Overall, HMLP’s long-term contracts and strong financials make this tanker stock a steady play. The company may experience short-term volatility, but the dust should settle once we put the pandemic behind us.
Teekay LNG Partners LP (NYSE: TGP)
Teekay LNG is another smart tanker stock play on the market right now. In addition to a high dividend yield, the company has a diverse portfolio of operations. TGP’s services include floating, storage, and regasification units (FSRU) and floating liquefied natural gas (FLNG). This extensive range of solutions has enabled Teekay to be adaptable and flexible in a volatile market environment.
A major reason for TGP stock’s favorability is its performance this year. In its last earnings report, the company reported net income at $234 million and EBITDA at $758 million. Both values were the highest recorded earnings in its 16-year history. This is largely a result of Teekay’s long-term fixed contracts that keep its cash flow steady. The fixed contracts percentage of the carriers is 97% for 2021.
In terms of outlook, there is good reason to remain optimistic about TGP’s future growth. With contracts that have an average period of 10 years, the company should see little to no volatility in its short to mid-term financials. Demand for natural gas in Asia is also expected to rise by 40% by 2040 which cements TGP’s long-term growth prospects as well.
Teekay’s diverse operations and long-term contracts make this stock a great buy in any market environment. The company’s 8% dividend yield also makes it an attractive play for income investors. TGP recently announced a 15% increase in its dividend, bringing the quarterly dividend /share to $0.2875.
Dynagas LNG Partners (NYSE: DLNG)
Dynagas LNG is a great buy for income-focused investors. In a world where finding stocks that offer a high yield can be a challenge, DLNG offers a dividend payout of 11% which is up 4.95% from the previous quarter. In its latest earnings report, the company increased its EPS from $0.21 to $0.22. Dynagas is an LNG shipper that maintains 6 vessels and transports natural gas from Norway to Japan, China, and South Korea. With the demand for natural gas expected to rise DLNG stands to gain from this growth trend.
As for the financials, Dynagas reported net income of $10.6 million (91% increase) and adjusted EBITDA of $24.4 million. According to management, the strong results can be attributed to lower finance costs and higher voyage revenues. Another major reason for its continued success is the long-term contracts that have an average tenure of 7.5 years. According to the company it has an estimated revenue backlog of $1.1 billion which will add to the seasonal demand for LNG shipping in the second half of the year.

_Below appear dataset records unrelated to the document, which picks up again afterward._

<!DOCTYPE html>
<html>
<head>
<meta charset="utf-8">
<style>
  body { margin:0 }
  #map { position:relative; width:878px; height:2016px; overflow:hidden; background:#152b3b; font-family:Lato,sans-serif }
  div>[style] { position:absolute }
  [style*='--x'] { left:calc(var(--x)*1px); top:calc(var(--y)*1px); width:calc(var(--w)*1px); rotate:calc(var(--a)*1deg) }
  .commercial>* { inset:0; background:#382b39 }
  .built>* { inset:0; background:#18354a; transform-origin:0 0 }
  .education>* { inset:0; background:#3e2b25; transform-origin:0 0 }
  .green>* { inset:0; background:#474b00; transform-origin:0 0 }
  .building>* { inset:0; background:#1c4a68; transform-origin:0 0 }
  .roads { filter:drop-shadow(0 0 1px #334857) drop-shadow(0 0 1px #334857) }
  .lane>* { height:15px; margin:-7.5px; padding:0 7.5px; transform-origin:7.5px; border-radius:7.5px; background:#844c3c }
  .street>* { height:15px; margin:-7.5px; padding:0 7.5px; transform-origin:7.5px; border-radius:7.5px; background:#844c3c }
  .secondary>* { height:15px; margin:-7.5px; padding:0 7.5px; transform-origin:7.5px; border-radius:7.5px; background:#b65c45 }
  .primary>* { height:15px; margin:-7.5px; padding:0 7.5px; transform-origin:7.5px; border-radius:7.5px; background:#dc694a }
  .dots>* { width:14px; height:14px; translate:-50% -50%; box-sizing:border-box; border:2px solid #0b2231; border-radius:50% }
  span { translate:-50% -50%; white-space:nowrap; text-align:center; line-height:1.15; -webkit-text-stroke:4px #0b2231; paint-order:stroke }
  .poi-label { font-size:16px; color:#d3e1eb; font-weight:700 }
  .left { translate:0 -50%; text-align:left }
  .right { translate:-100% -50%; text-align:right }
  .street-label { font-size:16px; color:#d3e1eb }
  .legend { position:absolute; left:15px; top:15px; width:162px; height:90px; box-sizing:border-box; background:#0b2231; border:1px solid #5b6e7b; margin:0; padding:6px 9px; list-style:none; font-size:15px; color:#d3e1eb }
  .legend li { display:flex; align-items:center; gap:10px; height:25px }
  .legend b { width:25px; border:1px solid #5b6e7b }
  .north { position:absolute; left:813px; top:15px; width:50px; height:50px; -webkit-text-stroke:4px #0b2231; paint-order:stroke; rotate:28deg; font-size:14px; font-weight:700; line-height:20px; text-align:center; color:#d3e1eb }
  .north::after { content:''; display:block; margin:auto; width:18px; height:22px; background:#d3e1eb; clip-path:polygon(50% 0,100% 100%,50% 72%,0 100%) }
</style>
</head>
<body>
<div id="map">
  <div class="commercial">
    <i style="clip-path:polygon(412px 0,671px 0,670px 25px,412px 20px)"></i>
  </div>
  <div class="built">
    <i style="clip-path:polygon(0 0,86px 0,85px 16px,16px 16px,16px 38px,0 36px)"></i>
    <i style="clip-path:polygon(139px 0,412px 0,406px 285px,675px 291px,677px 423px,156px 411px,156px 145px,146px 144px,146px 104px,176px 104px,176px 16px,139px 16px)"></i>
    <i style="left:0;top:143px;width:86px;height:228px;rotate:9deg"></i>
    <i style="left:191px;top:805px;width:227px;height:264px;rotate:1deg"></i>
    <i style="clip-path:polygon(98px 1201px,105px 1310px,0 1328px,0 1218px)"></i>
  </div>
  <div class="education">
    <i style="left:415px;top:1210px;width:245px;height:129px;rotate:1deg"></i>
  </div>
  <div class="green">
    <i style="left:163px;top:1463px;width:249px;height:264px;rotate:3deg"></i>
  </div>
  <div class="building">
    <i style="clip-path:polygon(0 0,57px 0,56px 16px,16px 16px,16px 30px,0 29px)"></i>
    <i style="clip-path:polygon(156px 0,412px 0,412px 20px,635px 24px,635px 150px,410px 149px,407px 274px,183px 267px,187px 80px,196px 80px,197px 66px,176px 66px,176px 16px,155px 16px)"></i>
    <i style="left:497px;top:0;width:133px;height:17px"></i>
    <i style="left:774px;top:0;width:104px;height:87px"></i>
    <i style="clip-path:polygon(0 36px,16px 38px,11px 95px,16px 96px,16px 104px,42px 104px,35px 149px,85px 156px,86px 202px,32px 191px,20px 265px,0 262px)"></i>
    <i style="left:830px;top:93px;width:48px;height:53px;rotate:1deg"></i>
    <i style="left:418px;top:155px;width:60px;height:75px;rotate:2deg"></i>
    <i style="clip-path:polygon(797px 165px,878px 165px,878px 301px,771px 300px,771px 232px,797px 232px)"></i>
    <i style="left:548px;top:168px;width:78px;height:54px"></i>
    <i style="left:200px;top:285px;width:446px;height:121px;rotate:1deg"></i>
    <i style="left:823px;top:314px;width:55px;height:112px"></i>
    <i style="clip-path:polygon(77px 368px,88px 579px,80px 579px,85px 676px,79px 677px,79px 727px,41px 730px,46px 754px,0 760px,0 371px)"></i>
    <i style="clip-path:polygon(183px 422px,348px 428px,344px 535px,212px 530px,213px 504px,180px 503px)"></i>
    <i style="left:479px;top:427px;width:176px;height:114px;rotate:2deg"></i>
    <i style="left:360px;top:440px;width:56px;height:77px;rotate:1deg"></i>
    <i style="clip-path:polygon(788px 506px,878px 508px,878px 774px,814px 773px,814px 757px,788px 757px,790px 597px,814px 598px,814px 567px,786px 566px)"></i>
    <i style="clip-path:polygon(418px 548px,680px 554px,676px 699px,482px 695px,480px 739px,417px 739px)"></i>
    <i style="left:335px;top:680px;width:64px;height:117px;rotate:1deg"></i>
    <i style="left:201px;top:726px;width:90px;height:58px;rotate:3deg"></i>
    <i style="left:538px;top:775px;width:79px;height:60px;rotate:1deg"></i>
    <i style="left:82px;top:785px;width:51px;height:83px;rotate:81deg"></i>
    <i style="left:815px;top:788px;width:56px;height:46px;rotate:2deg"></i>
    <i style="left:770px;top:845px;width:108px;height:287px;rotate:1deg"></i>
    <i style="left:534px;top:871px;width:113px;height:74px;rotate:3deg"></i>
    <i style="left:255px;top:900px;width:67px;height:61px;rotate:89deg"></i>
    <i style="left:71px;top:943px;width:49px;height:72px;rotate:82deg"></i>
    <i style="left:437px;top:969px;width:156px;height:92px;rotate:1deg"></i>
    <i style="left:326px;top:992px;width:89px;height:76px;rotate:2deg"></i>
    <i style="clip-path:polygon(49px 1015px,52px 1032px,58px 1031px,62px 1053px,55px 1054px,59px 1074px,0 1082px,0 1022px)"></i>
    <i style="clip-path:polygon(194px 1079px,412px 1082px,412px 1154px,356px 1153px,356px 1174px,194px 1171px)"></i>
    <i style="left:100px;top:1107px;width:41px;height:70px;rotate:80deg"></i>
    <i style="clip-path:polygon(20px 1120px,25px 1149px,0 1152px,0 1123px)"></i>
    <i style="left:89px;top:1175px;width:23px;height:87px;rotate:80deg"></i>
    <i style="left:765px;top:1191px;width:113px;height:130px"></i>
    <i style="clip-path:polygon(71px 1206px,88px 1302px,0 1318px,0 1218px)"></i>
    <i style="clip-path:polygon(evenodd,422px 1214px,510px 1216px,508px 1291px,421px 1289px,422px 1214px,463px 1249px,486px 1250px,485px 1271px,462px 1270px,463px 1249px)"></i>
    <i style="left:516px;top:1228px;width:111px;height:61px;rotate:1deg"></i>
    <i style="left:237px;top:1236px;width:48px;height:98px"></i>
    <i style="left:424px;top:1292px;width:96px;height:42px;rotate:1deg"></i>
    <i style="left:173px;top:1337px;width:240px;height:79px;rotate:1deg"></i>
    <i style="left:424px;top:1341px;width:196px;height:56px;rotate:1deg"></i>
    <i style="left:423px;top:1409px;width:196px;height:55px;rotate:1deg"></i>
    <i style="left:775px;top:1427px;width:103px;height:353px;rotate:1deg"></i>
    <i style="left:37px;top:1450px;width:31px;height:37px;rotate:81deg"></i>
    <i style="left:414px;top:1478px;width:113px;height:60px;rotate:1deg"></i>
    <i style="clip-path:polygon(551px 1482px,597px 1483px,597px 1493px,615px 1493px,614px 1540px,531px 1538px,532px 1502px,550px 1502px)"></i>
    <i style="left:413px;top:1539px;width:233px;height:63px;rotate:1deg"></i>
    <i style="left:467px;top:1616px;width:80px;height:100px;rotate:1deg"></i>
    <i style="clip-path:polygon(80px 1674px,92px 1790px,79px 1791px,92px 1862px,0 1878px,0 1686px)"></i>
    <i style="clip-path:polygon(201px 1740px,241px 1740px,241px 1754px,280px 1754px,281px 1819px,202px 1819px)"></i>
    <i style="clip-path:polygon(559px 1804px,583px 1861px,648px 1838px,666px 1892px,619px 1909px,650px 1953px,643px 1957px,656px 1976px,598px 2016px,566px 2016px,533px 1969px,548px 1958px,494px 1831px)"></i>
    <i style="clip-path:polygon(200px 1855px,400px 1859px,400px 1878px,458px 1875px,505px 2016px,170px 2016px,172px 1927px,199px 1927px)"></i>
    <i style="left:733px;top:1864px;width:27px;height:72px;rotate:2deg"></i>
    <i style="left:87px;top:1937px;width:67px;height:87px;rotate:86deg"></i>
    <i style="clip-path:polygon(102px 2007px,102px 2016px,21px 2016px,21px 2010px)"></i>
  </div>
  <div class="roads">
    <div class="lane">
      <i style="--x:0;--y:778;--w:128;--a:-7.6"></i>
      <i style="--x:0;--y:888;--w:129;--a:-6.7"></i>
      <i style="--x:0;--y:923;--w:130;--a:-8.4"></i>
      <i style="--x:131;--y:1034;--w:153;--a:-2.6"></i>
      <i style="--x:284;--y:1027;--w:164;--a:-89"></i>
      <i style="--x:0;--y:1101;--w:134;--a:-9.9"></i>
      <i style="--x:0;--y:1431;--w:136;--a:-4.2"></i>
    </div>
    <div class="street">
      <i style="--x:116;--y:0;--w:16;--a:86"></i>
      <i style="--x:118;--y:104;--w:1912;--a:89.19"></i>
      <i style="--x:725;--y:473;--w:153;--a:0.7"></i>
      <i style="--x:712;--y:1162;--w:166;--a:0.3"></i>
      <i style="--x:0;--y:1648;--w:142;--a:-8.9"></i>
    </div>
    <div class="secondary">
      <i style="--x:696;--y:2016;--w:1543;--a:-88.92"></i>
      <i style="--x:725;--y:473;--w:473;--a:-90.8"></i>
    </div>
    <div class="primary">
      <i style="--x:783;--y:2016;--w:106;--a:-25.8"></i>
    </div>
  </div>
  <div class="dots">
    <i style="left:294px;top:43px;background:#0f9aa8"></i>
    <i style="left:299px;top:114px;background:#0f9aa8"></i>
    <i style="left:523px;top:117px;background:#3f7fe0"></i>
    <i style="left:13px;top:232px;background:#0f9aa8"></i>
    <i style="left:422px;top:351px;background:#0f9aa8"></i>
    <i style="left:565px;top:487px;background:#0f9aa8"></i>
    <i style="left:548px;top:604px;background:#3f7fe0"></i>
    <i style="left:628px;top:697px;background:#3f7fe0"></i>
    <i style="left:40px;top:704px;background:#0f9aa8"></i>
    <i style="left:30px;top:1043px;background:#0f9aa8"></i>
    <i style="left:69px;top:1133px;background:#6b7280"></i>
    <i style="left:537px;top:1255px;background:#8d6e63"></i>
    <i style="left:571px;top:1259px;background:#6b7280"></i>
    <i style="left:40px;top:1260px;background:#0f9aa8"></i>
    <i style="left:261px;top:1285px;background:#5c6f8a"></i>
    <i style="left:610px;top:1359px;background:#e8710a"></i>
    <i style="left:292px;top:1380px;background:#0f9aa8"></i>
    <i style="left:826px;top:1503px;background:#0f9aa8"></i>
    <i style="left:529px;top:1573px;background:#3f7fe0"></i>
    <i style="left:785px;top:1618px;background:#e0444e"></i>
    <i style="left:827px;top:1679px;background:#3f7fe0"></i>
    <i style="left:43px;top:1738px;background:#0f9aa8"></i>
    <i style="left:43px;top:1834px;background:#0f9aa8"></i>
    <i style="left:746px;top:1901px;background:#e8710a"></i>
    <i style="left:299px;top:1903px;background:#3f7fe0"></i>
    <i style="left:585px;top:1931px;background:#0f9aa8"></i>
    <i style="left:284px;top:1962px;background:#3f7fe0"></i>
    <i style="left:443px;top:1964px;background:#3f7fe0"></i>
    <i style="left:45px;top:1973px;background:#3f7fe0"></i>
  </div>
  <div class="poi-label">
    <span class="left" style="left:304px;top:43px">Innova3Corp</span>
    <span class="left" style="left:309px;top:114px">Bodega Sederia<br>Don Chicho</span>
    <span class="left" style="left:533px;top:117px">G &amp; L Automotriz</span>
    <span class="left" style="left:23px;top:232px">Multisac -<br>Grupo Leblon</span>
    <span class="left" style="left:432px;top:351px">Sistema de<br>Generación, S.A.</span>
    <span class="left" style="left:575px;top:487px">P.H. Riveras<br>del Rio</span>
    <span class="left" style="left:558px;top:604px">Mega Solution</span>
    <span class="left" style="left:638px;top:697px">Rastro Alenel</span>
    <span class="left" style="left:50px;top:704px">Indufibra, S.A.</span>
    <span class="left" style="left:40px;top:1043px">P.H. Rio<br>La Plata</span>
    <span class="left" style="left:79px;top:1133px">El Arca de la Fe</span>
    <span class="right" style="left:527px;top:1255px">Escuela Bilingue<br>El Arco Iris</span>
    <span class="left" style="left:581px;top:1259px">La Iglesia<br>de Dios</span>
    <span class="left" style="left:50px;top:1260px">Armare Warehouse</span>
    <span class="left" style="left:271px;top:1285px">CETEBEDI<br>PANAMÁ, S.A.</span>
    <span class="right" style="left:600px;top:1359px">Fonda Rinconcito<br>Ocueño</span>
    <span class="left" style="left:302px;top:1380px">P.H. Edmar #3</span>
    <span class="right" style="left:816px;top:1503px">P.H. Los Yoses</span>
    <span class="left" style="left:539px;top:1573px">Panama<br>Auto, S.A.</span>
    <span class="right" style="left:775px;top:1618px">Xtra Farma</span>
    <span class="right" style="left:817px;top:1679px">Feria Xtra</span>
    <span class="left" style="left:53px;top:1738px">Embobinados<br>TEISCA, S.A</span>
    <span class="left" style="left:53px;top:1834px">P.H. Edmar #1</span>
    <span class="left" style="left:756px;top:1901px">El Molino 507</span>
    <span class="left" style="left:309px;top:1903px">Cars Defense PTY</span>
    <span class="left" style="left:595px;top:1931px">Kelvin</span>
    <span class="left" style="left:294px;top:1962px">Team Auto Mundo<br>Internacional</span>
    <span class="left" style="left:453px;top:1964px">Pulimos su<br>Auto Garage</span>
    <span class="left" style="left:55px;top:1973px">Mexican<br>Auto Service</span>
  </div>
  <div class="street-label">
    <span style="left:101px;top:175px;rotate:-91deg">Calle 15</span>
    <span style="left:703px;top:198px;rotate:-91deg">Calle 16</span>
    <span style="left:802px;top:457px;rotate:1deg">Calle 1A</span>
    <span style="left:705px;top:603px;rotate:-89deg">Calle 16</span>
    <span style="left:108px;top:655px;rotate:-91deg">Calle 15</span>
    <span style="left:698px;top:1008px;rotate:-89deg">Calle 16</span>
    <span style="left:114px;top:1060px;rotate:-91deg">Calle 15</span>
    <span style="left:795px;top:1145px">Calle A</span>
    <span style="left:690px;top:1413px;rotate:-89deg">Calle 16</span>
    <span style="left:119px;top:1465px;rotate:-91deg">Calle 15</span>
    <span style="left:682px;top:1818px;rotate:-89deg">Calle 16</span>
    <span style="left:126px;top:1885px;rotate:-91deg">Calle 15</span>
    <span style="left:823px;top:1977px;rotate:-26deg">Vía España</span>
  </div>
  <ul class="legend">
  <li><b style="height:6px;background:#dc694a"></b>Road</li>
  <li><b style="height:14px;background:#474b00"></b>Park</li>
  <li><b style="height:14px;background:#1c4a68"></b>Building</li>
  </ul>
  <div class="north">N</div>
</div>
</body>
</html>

Dynagas’ financials and growth potential remain strong. The only burden on the company is the age of its fleet which is 10.6 years on average. However, when the time does come for DLNG to replace its fleet, it will be in a much better financial position. So as long as the company is able to pay off its debt and maintain a strong liquidity position, I don’t see any short or long-term challenges. Its high dividend yield is also a major attraction, especially in today’s volatile markets.
If you’re looking for a slow and steady high yield income play in a booming economy, start shopping these shipping stocks.